Report by Paula Antolini
September 11, 2017 5:34PM EDT
Photo: ‘Compassionate Care Center’ Marijuana Dispensary business owners Angela D’Amico (right) and Karen Barski, at the Zoning Board of Appeals hearing in 2014.
After All the Controversy, Bethel’s ‘Compassionate Care Center’ Marijuana Dispensary Is Considering Moving Their Business To Norwalk
It started out as a controversial business, in both location and product sold, and how the application was approved when they moved to Bethel, CT, in 2014. Butnow Compassionate Care Center of CT (CCC) Marijuana Dispensary is considering leaving Bethel and moving to Norwalk, CT, after only three years in business at 4 Garella Road in Bethel, CT. This means a lot will have to be moved, including all the dispensary supplies which can be nerve-wracking given the nature of the products.

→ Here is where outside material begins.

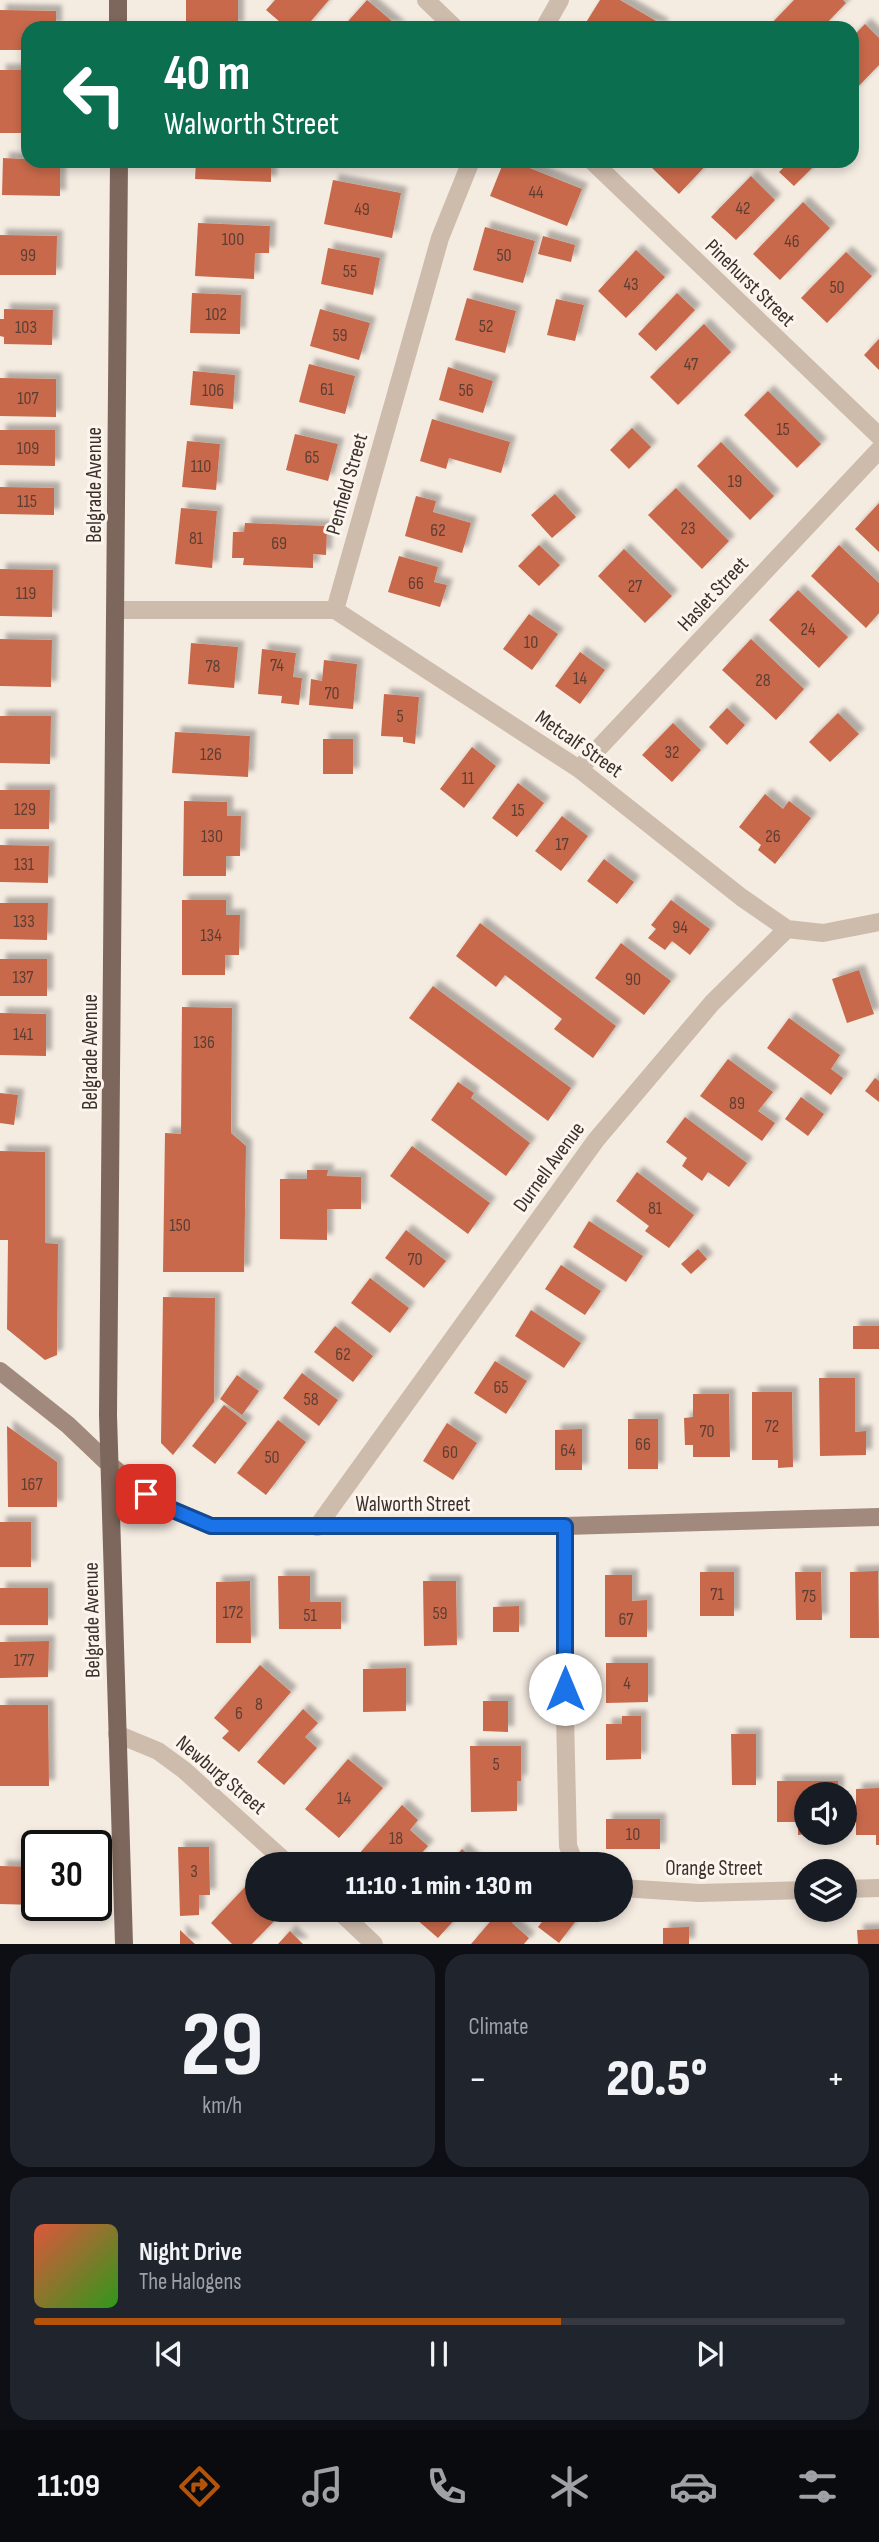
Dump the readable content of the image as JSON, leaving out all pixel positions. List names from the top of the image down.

Compassionate Care Center of CT wants to possibly move their Medical Marijuana business to Norwalk because it would be closer for more of their patients, says one of the owners, Angela D’Amico, according to WSHU Public Radio / NPR. “The majority of our patients come from lower Fairfield County, so I am looking at different options to possible relocate, so that the majority of the patients don’t have to commute, ya know, over 40 minutes, and so I can be more centrally located. I think it would be advantageous for Norwalk to have that,” D’Amico is quoted on NPR.
The dispensary owners, Angela D’Amico and Karen Barski of D&B Wellness, Inc., who are Trumbull residents, originally submitted their Bethel business application to the Town of Bethel in 2014. The business was then quickly approved by town zoning official (at the time) Steven Palmer, after only a week of review, and just two days before a state deadline, and within days of when the applicant’s eligibility for one of six state dispensary licenses would be able to be obtained from the state Department of Consumer Protection. Palmer ruled this a retail operation. First Selectman Matt Knickerbocker also agreed with this approval.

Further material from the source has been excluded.